Financials: The entire rate regime, from an inverted yield curve to persistently ‘low’ interest rates, is not necessarily constructive for Financials. That said, the group has shown an ability to adapt, execute and grow across this long but tepid economic expansion, and low rates could help M&A activity emerge as a more sustainable catalyst.

At just 11.8x forward earnings expectations, long-term risk reward is favorable, in our view. Balance sheets are improved from the prior economic cycle, and earnings are less cyclical. Political scrutiny has shifted to other sectors (e.g., Tech, pharma), which supports returns on equity (ROEs) and capital return (dividends and buybacks). Structurally, we prefer market leaders with the capital to invest to defend (and grow) their business in an era of fee compression, technological disruption (e.g., artificial intelligence), and rising cyber security/data/privacy demands.

Energy: Fears over the pace of global growth seem to be overshadowing stable-to-positive trends in expectations, which we believe has presented opportunity in the space. The blended (2019/2020) 12-month forward EPS estimate for the S&P Energy sector bottomed in early March, and has been rising for most of Q2. We like valuation at 14.9x forward earnings and the idea of adding a little to a group that has historically been strong late in economic cycles.

In general, we prefer Energy companies with stronger balance sheets and diverse business interests that could be reasonable long-term core holdings. Separately, we continue to see pockets of value in pipelines.

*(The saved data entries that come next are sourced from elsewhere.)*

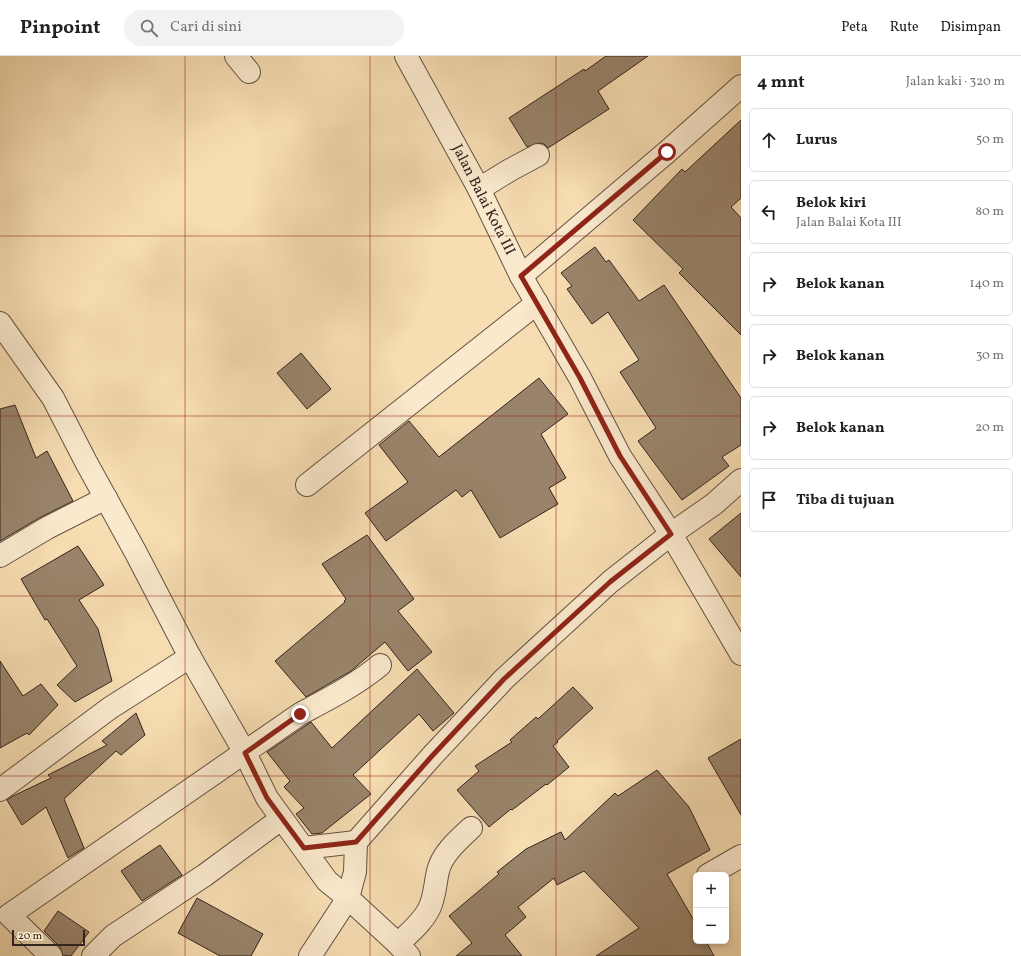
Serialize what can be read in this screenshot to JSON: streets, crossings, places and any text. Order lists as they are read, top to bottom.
{
  "streets": {
    "street": ["Jalan Balai Kota III"]
  },
  "scale_bar": "20 m",
  "page": {
    "header": "Pinpoint",
    "search": "Cari di sini",
    "nav": ["Peta", "Rute", "Disimpan"],
    "heading": ["4 mnt", "Jalan kaki · 320 m"],
    "list": [
      ["Lurus", "50 m"],
      ["Belok kiri", "Jalan Balai Kota III", "80 m"],
      ["Belok kanan", "140 m"],
      ["Belok kanan", "30 m"],
      ["Belok kanan", "20 m"],
      "Tiba di tujuan"
    ],
    "map_buttons": ["+", "−"],
    "scale": "20 m"
  }
}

We Dislike: Consumer Staples & Utilities

Consumer Staples: Consumer Staples are usually lower-margin businesses, which leaves the sector lesser-equipped to handle rising input costs or dislocations in the global supply chain. A small uptick in costs has an outsized impact on profitability for companies with low margins. We view 19.5x forward EPS as too expensive for a low-growth sector primed for disruption, particularly with the broader market not overly expensive.

Brands have historically held pricing power, but we believe this is in structural decline. Consumers are increasingly looking for niche/super-premium brands, or ‘off brand’ products of improved quality. A strong consumer has positive general implications for Staples, but we believe there are better ways to leverage this trend.

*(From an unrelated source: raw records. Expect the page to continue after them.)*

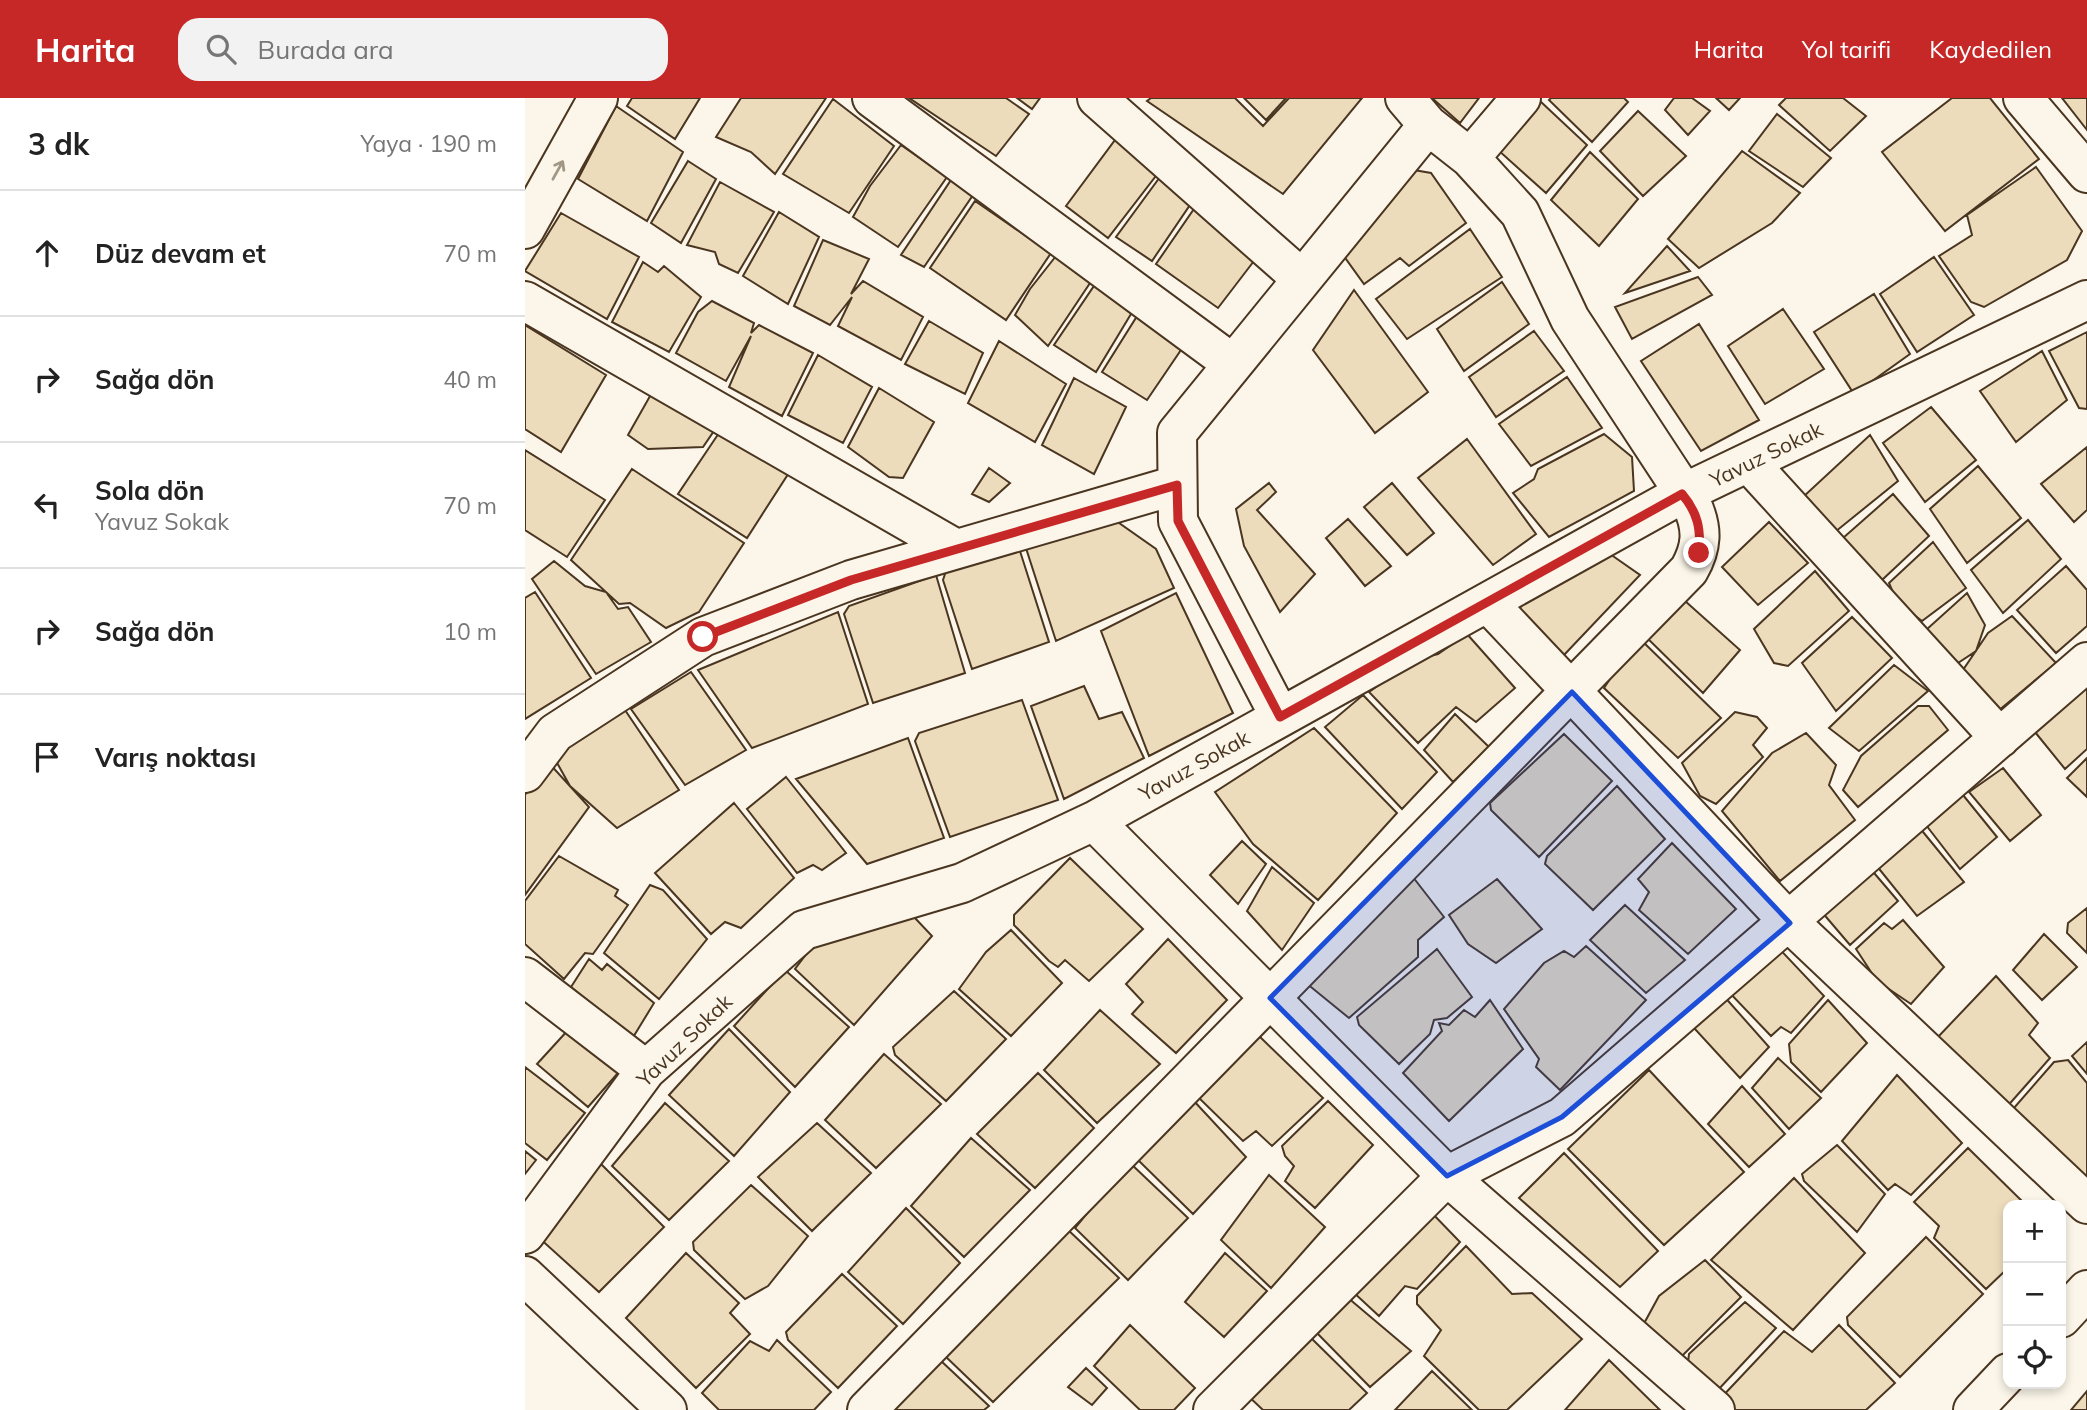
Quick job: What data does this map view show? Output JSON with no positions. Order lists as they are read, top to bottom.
{
  "streets": {
    "street": ["Yavuz Sokak"]
  },
  "page": {
    "header": "Harita",
    "search": "Burada ara",
    "nav": ["Harita", "Yol tarifi", "Kaydedilen"],
    "heading": ["3 dk", "Yaya · 190 m"],
    "list": [
      ["Düz devam et", "70 m"],
      ["Sağa dön", "40 m"],
      ["Sola dön", "Yavuz Sokak", "70 m"],
      ["Sağa dön", "10 m"],
      "Varış noktası"
    ],
    "map_buttons": ["+", "−"]
  }
}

Utilities: Our concern with Utilities is long-term expected return if entering positions at 19.2x forward earnings, which is 20%-30% above long-term averages (depending on timeframe). We are not asserting the group is mispriced right now given low interest rates and shaky global growth, but we do anticipate a better opportunity to focus on the sector.

Offsetting our tactical view somewhat, we still like Utilities’ fundamental outlook. The US-centric sector is not sensitive to tariff and trade policy, and there are still plenty of growth prospects tied to improving domestic infrastructure.

The Rest, in Two Lines or Less (ordered by weighting in the S&P 500)

Technology: Tech generates more of its sales abroad than any other sector while relying on a global supply chain. We continue to believe the Trump Administration represents outsized risk to this sector.

Consumer Discretionary: Exposure to the US consumer is appealing, but valuation is relatively full given some exposure to trade concerns. Regulatory developments for Amazon could impact sector-level optics in the near term.

Communication Services: We like the sector as a play on consumers, but remind investors that stock selection is highly important. Sector makeup is barbelled, with old Telecom (deep Value) and some leading ‘tech’ growth companies.

Industrials: Sentiment for the sector seems more balanced; valuation has come down a bit but approximates ‘fair,’ in our view. The sector in aggregate is exposed to rising cost pressures and global growth projections.

Real Estate: Similar to Utilities, we worry about long-term expected returns given valuation, but do like the US-centric exposure. We believe industry selection is highly important (e.g., malls vs. single-family housing vs. data centers, etc.).

Materials: The turn lower in interest rates is not constructive in a historical context, and headline valuation is not particularly cheap. The spin-offs of DowDupont could generate interest.